╔══

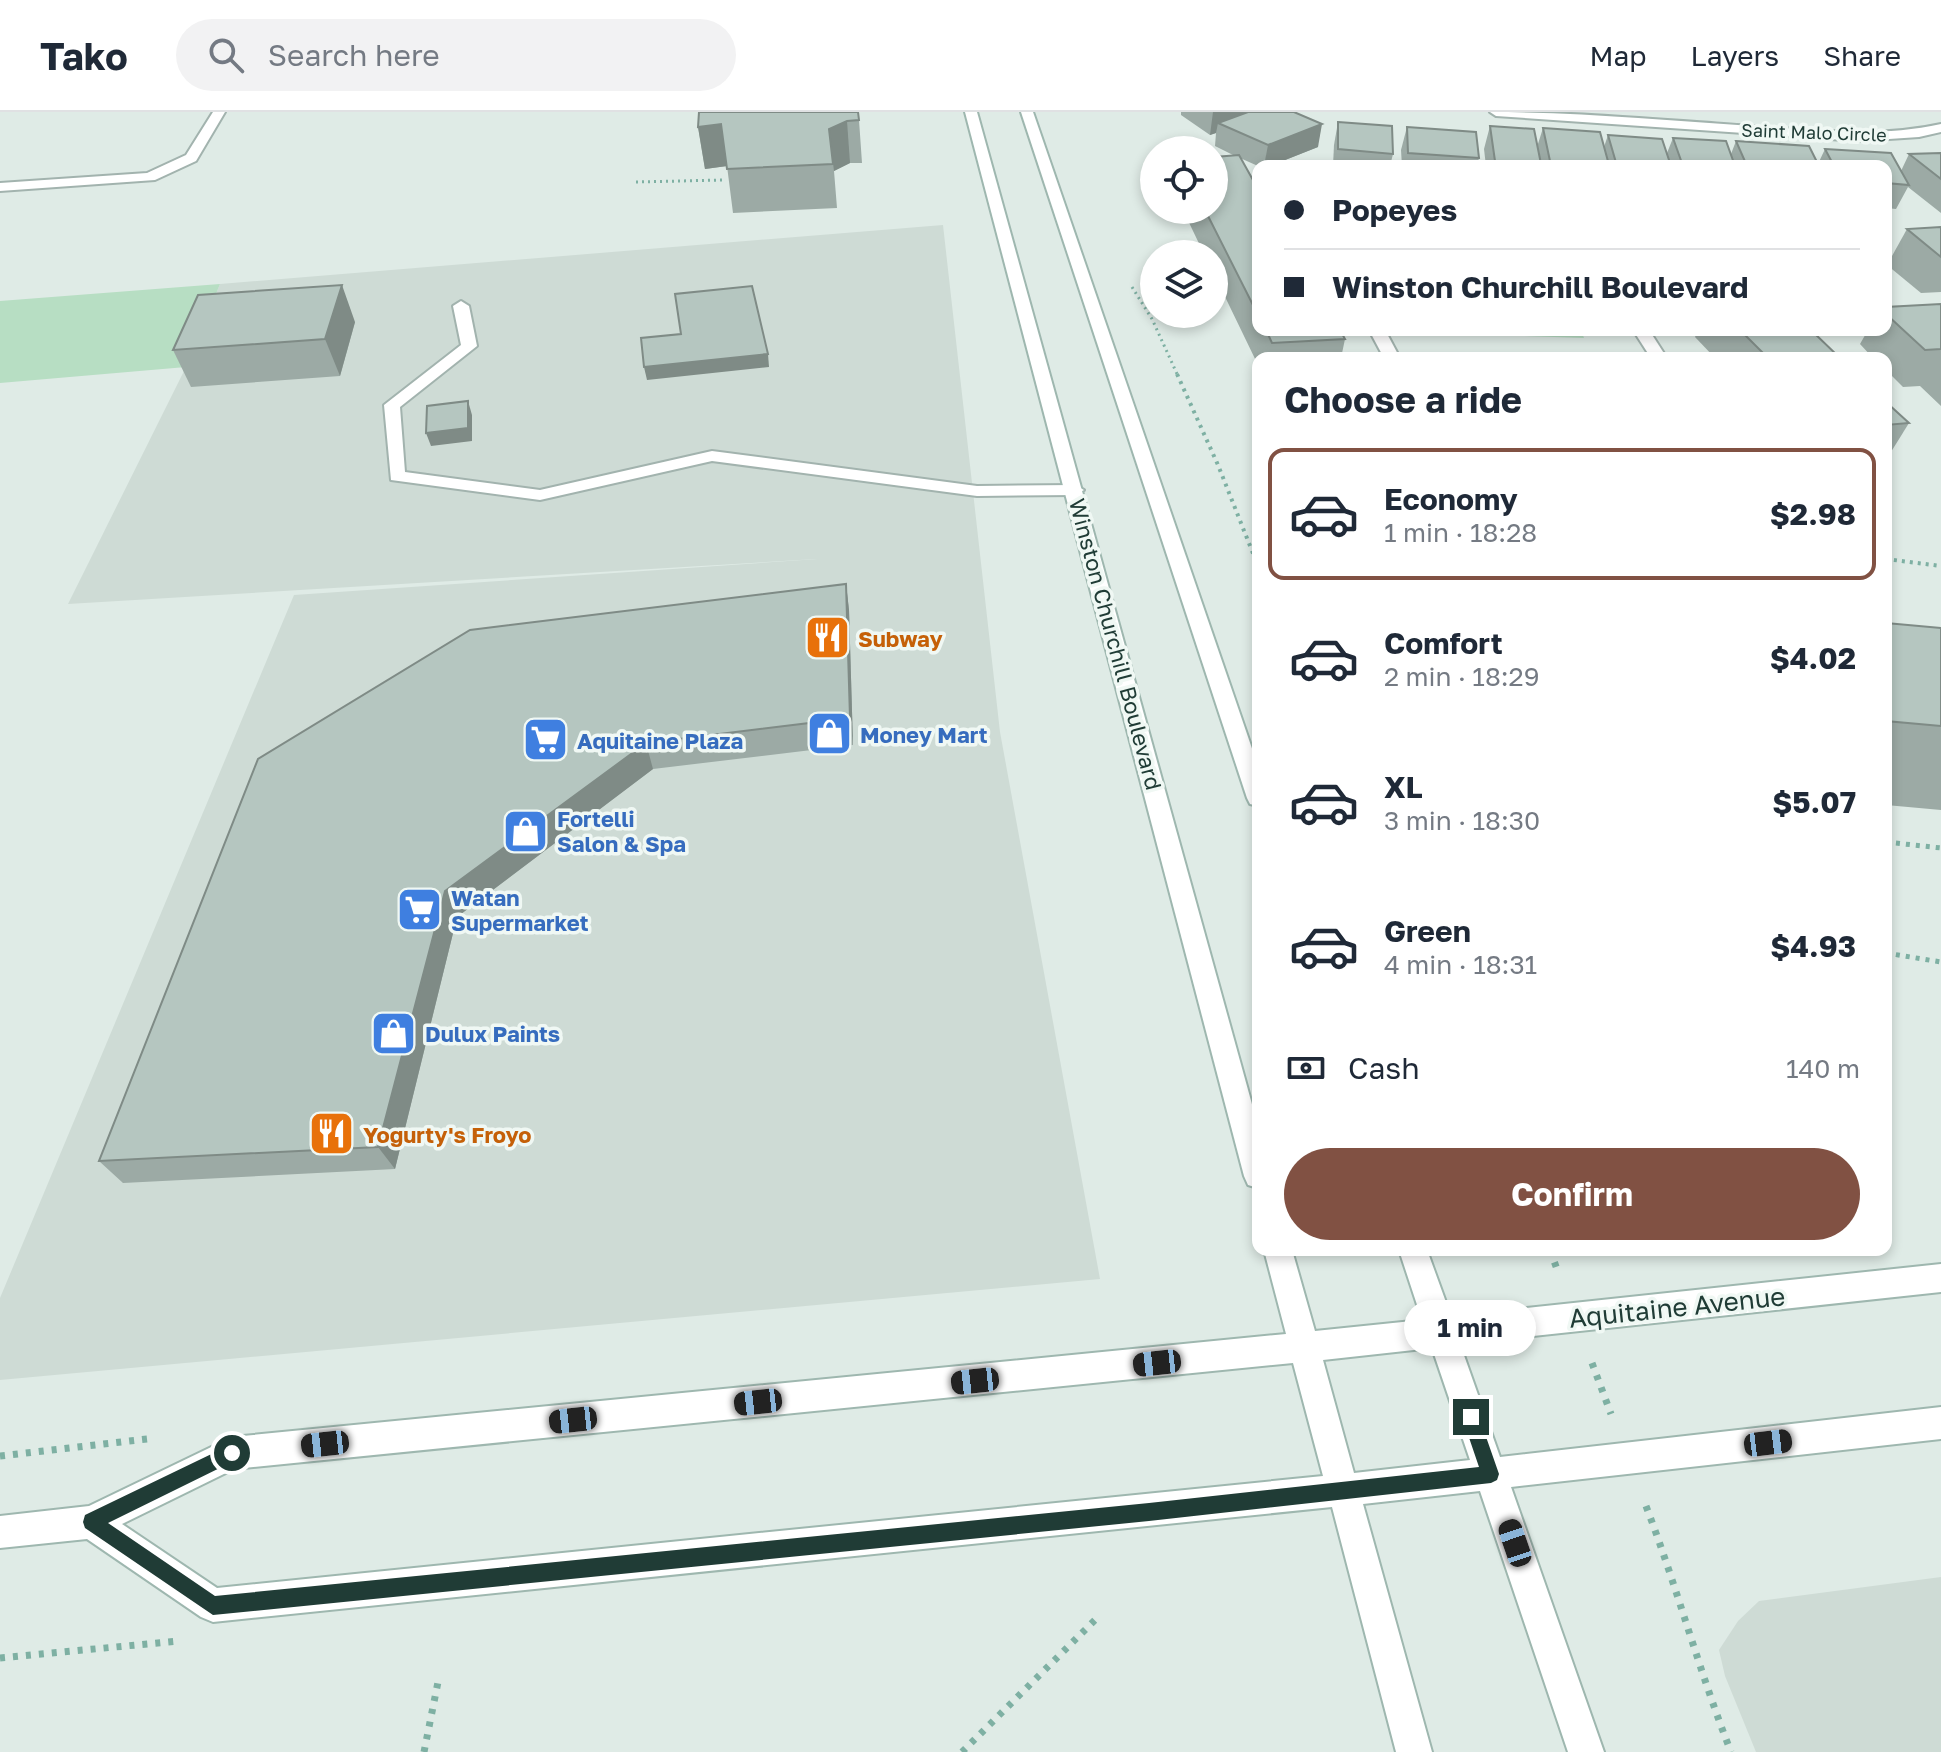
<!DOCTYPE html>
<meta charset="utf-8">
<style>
:root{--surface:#fff;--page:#f2f2f3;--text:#1f2937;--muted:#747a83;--line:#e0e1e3;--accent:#815143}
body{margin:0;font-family:"Golos Text",sans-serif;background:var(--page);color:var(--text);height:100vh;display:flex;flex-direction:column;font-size:30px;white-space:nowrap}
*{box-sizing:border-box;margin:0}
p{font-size:26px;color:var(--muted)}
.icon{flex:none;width:44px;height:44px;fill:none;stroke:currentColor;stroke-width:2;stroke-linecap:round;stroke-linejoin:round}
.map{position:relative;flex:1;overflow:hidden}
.side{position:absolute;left:1252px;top:240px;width:640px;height:904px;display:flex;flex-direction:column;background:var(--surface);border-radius:16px;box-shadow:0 4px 12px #0003}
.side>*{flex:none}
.banner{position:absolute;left:1252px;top:48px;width:640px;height:176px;border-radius:16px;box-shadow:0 4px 12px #0003;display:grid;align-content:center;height:176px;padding:0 32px;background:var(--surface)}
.controls{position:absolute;left:1140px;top:24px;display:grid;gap:16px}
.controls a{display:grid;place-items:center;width:88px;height:88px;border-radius:50%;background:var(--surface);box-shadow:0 4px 12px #0003;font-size:40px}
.end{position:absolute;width:36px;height:36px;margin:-18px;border:10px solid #203c36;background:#fff;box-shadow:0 0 0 4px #fff}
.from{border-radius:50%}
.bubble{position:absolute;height:56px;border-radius:28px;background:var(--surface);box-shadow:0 4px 12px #0003;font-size:26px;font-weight:700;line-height:56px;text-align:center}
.car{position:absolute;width:24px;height:48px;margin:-24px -12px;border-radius:10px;box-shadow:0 0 6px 2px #0007;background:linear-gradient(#222 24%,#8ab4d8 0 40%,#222 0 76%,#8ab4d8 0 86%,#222 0)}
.banner b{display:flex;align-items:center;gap:28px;height:76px;font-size:30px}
.banner b+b{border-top:2px solid var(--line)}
.banner i{width:20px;height:20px;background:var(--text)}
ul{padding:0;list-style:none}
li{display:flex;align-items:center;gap:24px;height:132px;margin:0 16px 12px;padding:0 16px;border:4px solid transparent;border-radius:16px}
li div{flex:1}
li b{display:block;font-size:30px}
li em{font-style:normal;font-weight:700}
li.current{border-color:var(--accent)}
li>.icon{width:72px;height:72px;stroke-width:1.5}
h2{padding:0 32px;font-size:36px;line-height:96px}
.pay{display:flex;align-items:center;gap:20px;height:88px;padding:0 32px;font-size:30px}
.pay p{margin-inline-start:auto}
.primary-button{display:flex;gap:16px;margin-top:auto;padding:16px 32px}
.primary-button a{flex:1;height:92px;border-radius:48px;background:var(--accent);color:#fff;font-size:32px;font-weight:700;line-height:92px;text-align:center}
header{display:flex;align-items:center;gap:48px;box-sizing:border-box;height:112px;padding:0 40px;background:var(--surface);border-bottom:2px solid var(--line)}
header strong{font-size:38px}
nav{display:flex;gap:44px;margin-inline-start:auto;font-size:28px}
.search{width:560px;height:72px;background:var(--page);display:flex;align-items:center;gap:20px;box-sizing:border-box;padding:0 28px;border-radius:44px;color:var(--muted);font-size:30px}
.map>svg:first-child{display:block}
</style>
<header>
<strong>Tako</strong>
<div class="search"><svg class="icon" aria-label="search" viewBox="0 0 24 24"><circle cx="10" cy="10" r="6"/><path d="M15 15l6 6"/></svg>Search here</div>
<nav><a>Map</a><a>Layers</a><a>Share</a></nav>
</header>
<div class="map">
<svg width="1941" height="1640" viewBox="0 0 1941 1640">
<rect width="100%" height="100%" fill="#dfebe6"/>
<!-- built -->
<g fill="#cedbd5">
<path d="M943,113l57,507 100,547 -1100,101v-82l294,-703 523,-36 -749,45 118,-237 34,-83z"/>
<path d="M1941,1465v175h-185l-31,-76 -6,-26 19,-29 21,-20z"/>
</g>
<!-- green -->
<g fill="#b7dec3">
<path d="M220,172l-34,83 -186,16v-82z"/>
<path d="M1430,218h151l3,8 -153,-5z"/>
</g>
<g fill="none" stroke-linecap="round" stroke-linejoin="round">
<defs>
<g id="lane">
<path d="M461,189l8,5 8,40 -77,61 5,65 135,18 172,-39 265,35 98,-1 9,5 -9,5 -98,1 -265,-35 -172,39 -149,-20 -7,-75 77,-60 -8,-39z"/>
<path d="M1369,218h16l15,28h-16z"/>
<path d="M1633,218h16l18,28h-16z"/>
</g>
<g id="street">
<path d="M213,0h12l-29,49 -41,19 -155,11v-8l147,-10 39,-18z"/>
<path d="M1490,0c88,0 175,8 262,14 63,4 127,12 189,-2v8l-22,5 -60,4 -363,-25z"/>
</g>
<g id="secondary">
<path d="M965,0h12l281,1014v62l-10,-3 -4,-9z"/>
<path d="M1021,0h12l225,654v40l-8,-2 -3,-6z"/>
<path d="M1264,1138h28l23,81 107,-11 -23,-70h28l24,66 490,-52v28l-481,52 40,113 441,-50v32l-430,48 93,265h-36l-88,-261 -117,13 69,248h-36l-64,-245 -1119,115 -12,-5 -114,-78 -87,9v-32l89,-10 143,-69 1054,-103zM1432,1236l38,112 -116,13 -31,-113zM1293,1251l30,113 -1106,112 -95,-64 112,-55z"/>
</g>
</defs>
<!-- lane casing -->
<use href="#lane" stroke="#a2b3ae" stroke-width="4"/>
<!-- street casing -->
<use href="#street" stroke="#a2b3ae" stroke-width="4"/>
<!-- secondary casing -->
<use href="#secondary" stroke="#9eb7af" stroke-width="4"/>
<!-- path-far3 -->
<g stroke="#7eb0a3" stroke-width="3" stroke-dasharray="2 4" stroke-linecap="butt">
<path d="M636,70l87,-2"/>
<path d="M1132,175l20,32 26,57"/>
</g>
<!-- path-far2 -->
<g stroke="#7eb0a3" stroke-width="4" stroke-dasharray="3 5" stroke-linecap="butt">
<path d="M1177,262l41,91 40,101"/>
<path d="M1886,447l55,7"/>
</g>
<!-- path-far1 -->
<g stroke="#7eb0a3" stroke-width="5" stroke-dasharray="4 6" stroke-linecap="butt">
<path d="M1886,730l55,6"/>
<path d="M1886,841l55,9"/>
</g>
<!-- path -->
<g stroke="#7eb0a3" stroke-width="7" stroke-dasharray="5 8" stroke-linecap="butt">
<path d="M1550,1138l8,22"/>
<path d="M1592,1251l19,51"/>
<path d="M0,1344l147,-17"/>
<path d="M1646,1394c31,81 53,165 85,246"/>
<path d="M0,1546l178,-17"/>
<path d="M424,1640l14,-70"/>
<path d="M962,1640l136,-135"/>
</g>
<!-- lane -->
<use href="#lane" fill="#fff" fill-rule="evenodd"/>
<!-- street -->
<use href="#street" fill="#fff" fill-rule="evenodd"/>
<!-- secondary -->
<use href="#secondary" fill="#fff" fill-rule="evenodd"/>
</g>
<!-- wall -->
<g fill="#9caaa5">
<path d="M1181,0h113l24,35 -48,19h-12l-18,-8 18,31v141h82l5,9 -4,19h-83v7l-44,-91v-20h-10l-21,-44h31l21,-54 -20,-10 1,-13 -6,2 -29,-20z"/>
<path d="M859,8l3,43h-12l-16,8 3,37 -104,5 -6,-47 -22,3 -7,-42z"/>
<path d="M1338,10l55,32 -3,12h-57l1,-21z"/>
<path d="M1490,14l47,21 6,-19 61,19 4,-12 59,18 6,-15 58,16 5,-13 11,25h-261l-2,-17z"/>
<path d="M1407,15l72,31 -2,8h-75l-1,-16z"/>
<path d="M1736,29l73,5 9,18 7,-15 66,4 10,18 8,-17 32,-1v60l-33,-26 -12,22 -10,-1v-42h-139z"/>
<path d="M1941,115v65l-20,1 -34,-28 20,-36z"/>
<path d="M1886,195l55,42v57l-21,-20 -17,1 -17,-17v-12h-13l-13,-14 8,-14h18z"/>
<path d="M355,210l-15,54 -149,11 -18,-37z"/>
<path d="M1698,218h113l29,28h-125l-20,-21z"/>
<path d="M1886,290l23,21 -23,37z"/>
<path d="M846,472l3,26 4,135 -200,24 -196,148 -62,252 -272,14 -24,-22z"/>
<path d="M1886,511l55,5v182l-55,-5z"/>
</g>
<!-- shaded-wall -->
<g fill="#7f8b86">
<path d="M1213,0h58l-53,11 -2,10 -6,2z"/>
<path d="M847,9l3,42 -16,8 -5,-42z"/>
<path d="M721,12l6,42 -22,3 -7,-42z"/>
<path d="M1322,12l-4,23 -48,19h-6l4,-21z"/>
<path d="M342,173l13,37 -15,54 -15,-37z"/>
<path d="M768,242l1,13 -122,13 -3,-13z"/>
<path d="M468,289l4,14v26l-41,5 -5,-13z"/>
<path d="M846,472l3,26 4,135 -3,-27z"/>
<path d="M646,631l7,26 -196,148 -62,252 -17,-22 67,-256z"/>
</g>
<!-- building -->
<g fill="#b5c6c0" stroke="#7f8b86" stroke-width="2">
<path d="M699,0h159l1,8 -12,1 -18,8 4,35 -106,5 -6,-45 -23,3z"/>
<path d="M1248,0h46l28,12 -54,21 -50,-22z"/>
<path d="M1338,10l54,4 1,28 -55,-5z"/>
<path d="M1490,14l44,3 7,35 -46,-3z"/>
<path d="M1407,15l69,5 3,26 -71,-5z"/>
<path d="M1543,16l57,4 9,33 -59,-4z"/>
<path d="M1608,23l54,4 9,27h-54z"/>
<path d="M1673,26l53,3 9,25h-52z"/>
<path d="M1736,29l73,5 10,20h-72z"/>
<path d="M1825,37l66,4 18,32 -23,-2v-17h-52z"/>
<path d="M1941,41v26l-32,-25z"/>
<path d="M1239,43l19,34v126l-53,-105h9v-53z"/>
<path d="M1941,115v30l-34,-28z"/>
<path d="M342,173l-17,54 -152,11 25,-55z"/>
<path d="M752,174l16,68 -124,13 -3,-29 40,-4 -6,-40z"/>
<path d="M1941,192v45l-16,1 -39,-36v-7z"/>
<path d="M1266,218h74l5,9 -73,4z"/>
<path d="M1740,218h71l29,28h-72z"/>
<path d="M468,289v27l-42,5 1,-27z"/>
<path d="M1886,290l23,21 -23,2z"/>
<path d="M846,472l4,134 -204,25 -201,148 -67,256 -279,14 159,-402 212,-129z"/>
<path d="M1886,511l55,5v98l-55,-5z"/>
</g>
<!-- route -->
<path fill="#203c36" d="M1471,1297l6,2 22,63 -2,6 -6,3 -342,38 -936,94 -128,-87 -2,-6 2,-7 141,-68 6,-2 6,2 3,6 -3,6 -130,64 107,73 934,-93 330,-36 -17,-50 3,-6z"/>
<!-- icons -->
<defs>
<symbol id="restaurant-square" viewBox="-11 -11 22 22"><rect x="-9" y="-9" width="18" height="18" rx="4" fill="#e8710a" stroke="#f0f8f4"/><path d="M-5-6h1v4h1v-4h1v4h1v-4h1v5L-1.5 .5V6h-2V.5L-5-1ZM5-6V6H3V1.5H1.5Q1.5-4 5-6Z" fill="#fff"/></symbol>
<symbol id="shop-square" viewBox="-11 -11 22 22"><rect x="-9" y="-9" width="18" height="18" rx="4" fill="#3f7fe0" stroke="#f0f8f4"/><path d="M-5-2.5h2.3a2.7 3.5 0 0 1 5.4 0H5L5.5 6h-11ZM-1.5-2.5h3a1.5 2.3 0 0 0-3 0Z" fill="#fff"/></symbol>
<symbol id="supermarket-square" viewBox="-11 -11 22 22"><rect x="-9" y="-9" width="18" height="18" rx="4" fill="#3f7fe0" stroke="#f0f8f4"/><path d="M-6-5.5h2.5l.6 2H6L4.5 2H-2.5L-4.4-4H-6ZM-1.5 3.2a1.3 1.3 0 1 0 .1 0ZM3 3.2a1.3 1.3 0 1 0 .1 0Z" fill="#fff"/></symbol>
</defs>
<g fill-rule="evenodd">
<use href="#restaurant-square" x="802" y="500" width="51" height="51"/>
<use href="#shop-square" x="804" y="596" width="51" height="51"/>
<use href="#supermarket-square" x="520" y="602" width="51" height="51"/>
<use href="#shop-square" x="500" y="694" width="51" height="51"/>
<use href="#supermarket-square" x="394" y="772" width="51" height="51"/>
<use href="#shop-square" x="368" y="896" width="51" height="51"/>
<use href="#restaurant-square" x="306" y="996" width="51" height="51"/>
</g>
<g text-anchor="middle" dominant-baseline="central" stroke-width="7" stroke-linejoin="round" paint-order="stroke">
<!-- far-street labels -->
<g font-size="18" fill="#203c36" stroke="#f0f8f4">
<text transform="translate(1814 20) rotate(2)">Saint Malo Circle</text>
</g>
<!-- food labels -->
<g font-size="22" font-weight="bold" fill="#c56008" stroke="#f0f8f4" text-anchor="start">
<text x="858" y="526">Subway</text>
<text x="363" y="1022">Yogurty's Froyo</text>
</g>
<!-- street labels -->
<g font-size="22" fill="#203c36" stroke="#f0f8f4">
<text transform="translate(1116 532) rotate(75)">Winston Churchill Boulevard</text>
</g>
<!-- shop labels -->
<g font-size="22" font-weight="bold" fill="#366cbe" stroke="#f0f8f4" text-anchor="start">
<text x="860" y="622">Money Mart</text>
<text x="577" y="628">Aquitaine Plaza</text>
<text x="557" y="706">Fortelli<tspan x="557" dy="25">Salon &amp; Spa</tspan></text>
<text x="451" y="785">Watan<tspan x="451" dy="25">Supermarket</tspan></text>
<text x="425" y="921">Dulux Paints</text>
</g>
<!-- near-street labels -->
<g font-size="26" fill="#203c36" stroke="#f0f8f4">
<text transform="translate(1677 1195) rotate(-6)">Aquitaine Avenue</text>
</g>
</g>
</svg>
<div class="controls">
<a><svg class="icon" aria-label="locate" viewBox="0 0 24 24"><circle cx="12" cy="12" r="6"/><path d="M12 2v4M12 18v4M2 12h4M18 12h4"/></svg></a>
<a><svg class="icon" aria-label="layers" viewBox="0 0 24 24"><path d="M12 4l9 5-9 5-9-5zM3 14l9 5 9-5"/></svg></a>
</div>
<i class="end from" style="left:232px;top:1341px"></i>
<i class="end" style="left:1471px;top:1305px"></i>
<div class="bubble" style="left:1404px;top:1188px;width:132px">1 min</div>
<i class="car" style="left:1157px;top:1251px;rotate:264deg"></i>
<i class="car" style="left:975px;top:1269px;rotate:264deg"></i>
<i class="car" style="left:758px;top:1290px;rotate:264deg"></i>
<i class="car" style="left:573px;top:1308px;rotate:264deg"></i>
<i class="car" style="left:1768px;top:1331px;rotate:83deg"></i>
<i class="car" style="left:325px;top:1332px;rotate:264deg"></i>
<i class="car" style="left:1515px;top:1431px;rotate:341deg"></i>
<div class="banner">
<b><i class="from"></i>Popeyes</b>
<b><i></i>Winston Churchill Boulevard</b>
</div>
<section class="side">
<h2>Choose a ride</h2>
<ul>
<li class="current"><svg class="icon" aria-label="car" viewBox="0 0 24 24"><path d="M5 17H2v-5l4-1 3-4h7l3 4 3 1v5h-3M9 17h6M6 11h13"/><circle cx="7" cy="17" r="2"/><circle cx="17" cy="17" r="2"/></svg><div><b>Economy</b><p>1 min · 18:28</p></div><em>$2.98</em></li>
<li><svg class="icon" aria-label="car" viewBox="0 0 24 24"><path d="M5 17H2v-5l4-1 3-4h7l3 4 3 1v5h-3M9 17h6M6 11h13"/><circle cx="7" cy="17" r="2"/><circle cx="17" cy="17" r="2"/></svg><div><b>Comfort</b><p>2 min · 18:29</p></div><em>$4.02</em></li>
<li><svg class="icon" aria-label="car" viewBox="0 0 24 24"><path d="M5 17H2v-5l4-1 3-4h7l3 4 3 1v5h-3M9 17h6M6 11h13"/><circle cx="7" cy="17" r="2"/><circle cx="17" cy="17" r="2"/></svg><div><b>XL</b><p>3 min · 18:30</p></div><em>$5.07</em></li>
<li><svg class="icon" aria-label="car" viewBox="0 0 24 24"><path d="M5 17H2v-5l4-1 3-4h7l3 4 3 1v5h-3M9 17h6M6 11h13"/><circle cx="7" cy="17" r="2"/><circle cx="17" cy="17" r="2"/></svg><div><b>Green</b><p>4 min · 18:31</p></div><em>$4.93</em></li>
</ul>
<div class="pay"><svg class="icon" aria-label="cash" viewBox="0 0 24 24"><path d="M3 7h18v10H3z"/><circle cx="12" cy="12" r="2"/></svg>Cash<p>140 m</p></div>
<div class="primary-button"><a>Confirm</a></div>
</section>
</div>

╚══

Task to carry out: Please copy each line of the material that has the string "bubble" somewhere in it.

Solution for this task:
.bubble{position:absolute;height:56px;border-radius:28px;background:var(--surface);box-shadow:0 4px 12px #0003;font-size:26px;font-weight:700;line-height:56px;text-align:center}
<div class="bubble" style="left:1404px;top:1188px;width:132px">1 min</div>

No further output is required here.